On Thursday, Iraqi officials announced that army forces recaptured al-Nuri mosque, which was blown up by ISIS militants last week. The destruction of the mosque was described by Iraqi Prime Minister Haider al-Abadi as “official declaration of defeat.”

Iraqi state TV proclaimed the capture of the strategically important area with an urgent news ticker with these words: “The State of Myth Has Fallen.”

Brig. Gen. Yahya Rasool, the Iraqi military spokesman, was on the same page. “Their fictitious state has fallen,” he told the state TV.
The capture marks a highly symbolic and strategically significant moment in the war, allowing Baghdad to raise their flag at the heart of Mosul.

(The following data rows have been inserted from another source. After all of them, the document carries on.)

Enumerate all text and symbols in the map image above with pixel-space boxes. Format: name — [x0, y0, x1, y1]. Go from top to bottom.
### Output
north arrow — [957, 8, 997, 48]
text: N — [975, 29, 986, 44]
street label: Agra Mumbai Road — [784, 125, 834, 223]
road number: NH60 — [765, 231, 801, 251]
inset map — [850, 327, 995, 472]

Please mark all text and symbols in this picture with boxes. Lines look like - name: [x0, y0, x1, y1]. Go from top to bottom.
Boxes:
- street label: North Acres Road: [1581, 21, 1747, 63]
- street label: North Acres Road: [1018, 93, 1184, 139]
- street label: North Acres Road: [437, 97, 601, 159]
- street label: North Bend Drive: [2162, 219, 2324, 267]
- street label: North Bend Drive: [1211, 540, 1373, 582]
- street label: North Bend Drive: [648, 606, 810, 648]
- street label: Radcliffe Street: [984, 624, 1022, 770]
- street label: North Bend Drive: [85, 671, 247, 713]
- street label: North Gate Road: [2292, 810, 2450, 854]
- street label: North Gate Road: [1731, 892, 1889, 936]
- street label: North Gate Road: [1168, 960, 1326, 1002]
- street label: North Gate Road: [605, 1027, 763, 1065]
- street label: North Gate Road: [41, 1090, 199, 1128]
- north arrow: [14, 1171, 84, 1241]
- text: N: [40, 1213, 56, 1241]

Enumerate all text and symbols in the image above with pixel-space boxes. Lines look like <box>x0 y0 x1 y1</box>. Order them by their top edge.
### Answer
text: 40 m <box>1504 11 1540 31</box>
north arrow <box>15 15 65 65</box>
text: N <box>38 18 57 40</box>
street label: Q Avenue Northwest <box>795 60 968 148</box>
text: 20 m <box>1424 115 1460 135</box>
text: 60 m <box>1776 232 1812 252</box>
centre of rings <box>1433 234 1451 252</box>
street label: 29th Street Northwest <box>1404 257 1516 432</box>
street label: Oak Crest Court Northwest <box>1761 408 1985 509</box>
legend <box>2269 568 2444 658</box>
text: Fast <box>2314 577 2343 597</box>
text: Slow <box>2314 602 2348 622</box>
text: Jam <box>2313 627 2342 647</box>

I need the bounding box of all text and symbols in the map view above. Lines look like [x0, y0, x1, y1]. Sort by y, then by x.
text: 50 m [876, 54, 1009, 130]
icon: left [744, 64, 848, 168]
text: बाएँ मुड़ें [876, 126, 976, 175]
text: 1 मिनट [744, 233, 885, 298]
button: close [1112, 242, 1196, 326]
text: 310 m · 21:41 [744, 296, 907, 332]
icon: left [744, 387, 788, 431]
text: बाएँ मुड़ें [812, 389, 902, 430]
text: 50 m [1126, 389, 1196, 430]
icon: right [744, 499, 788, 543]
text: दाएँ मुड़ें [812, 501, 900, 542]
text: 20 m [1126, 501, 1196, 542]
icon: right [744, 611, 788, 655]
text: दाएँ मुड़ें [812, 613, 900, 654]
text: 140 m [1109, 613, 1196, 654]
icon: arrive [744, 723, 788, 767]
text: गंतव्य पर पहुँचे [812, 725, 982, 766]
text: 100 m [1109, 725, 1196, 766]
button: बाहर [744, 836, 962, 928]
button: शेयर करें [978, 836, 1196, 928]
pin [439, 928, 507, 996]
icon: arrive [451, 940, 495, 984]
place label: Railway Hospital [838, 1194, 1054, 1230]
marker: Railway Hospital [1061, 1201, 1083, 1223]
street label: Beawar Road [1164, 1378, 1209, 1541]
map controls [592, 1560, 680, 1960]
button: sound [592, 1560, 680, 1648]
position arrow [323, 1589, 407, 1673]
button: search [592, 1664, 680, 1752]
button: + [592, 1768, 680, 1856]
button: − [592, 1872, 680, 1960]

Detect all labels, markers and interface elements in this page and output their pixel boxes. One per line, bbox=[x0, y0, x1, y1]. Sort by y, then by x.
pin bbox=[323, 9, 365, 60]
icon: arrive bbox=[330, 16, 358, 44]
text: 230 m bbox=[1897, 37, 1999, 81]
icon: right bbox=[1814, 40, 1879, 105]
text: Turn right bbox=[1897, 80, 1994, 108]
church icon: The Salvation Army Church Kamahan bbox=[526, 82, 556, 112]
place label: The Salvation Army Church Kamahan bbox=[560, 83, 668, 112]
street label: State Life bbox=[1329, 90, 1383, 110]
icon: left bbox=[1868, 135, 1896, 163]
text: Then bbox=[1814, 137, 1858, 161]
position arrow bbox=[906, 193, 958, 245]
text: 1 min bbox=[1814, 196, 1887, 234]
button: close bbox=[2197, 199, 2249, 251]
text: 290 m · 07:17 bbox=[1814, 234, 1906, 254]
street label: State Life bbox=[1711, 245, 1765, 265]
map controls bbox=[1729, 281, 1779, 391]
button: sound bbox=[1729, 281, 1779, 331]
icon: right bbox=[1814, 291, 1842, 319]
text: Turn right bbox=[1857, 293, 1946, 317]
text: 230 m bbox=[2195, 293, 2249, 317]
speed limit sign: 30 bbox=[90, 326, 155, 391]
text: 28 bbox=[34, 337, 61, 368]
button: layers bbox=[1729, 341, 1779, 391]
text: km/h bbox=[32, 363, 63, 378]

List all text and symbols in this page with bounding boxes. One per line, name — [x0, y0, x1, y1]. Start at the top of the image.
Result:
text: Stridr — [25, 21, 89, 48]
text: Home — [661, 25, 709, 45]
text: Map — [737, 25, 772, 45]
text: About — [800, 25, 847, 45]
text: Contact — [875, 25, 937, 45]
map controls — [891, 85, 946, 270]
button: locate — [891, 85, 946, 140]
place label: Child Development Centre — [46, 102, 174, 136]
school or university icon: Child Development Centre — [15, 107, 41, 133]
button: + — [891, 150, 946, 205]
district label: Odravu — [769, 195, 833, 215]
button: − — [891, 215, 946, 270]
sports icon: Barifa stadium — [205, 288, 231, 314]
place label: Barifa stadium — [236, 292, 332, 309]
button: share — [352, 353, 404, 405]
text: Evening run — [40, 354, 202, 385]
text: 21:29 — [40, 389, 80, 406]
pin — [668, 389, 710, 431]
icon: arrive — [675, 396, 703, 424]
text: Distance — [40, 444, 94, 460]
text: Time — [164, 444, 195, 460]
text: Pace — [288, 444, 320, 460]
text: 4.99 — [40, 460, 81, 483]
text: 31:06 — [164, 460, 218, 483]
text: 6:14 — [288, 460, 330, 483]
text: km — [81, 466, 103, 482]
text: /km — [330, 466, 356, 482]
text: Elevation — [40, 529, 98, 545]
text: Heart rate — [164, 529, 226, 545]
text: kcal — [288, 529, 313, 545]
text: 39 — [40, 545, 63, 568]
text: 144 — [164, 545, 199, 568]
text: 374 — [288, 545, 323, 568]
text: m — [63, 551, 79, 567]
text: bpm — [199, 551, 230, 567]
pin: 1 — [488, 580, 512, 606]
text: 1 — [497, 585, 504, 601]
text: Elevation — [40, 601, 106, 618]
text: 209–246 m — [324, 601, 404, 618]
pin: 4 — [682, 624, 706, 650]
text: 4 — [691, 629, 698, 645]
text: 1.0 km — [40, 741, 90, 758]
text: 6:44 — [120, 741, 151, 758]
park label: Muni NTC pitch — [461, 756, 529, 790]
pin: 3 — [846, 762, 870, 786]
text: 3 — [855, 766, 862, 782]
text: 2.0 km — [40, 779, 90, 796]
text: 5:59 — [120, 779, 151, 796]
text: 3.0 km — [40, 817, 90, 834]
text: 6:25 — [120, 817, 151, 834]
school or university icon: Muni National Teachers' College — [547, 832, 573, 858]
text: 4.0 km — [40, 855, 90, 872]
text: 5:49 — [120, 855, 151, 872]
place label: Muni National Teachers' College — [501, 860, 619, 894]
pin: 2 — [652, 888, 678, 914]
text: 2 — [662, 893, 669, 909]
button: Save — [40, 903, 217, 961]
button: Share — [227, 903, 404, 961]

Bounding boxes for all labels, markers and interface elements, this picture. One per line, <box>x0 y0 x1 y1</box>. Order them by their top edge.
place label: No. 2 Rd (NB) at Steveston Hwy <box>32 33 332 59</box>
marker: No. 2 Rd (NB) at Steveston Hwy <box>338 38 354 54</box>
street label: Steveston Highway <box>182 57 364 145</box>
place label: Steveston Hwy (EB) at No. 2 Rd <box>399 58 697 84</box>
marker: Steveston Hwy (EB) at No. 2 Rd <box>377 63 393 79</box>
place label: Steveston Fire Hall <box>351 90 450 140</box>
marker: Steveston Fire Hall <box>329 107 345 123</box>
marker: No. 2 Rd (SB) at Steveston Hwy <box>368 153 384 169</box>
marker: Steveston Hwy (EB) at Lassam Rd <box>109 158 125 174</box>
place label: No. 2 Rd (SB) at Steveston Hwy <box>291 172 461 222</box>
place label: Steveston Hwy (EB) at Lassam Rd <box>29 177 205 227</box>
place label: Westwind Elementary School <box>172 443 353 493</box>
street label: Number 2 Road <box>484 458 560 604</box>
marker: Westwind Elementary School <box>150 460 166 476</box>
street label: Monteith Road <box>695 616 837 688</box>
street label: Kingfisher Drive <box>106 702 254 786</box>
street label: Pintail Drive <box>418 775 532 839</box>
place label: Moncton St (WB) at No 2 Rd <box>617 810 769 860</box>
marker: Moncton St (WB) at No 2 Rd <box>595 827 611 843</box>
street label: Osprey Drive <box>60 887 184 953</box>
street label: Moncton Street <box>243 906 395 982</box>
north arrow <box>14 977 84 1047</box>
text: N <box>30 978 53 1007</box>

The capture of the Grand al-Nuri mosque is likely the final phase of recapturing all of Mosul, the goal Iraqi government declared to be reached very soon. After eight months of grinding fighting, the ISIS-held areas have shrunk to less than 0.8 square miles.

Old City, with its narrow streets, is thought to still host 100 well-armed jihadists, with tens of thousands of civilians trapped.

Struggle to recapture western Mosul started last year and government forces took over the eastern side of the city in January.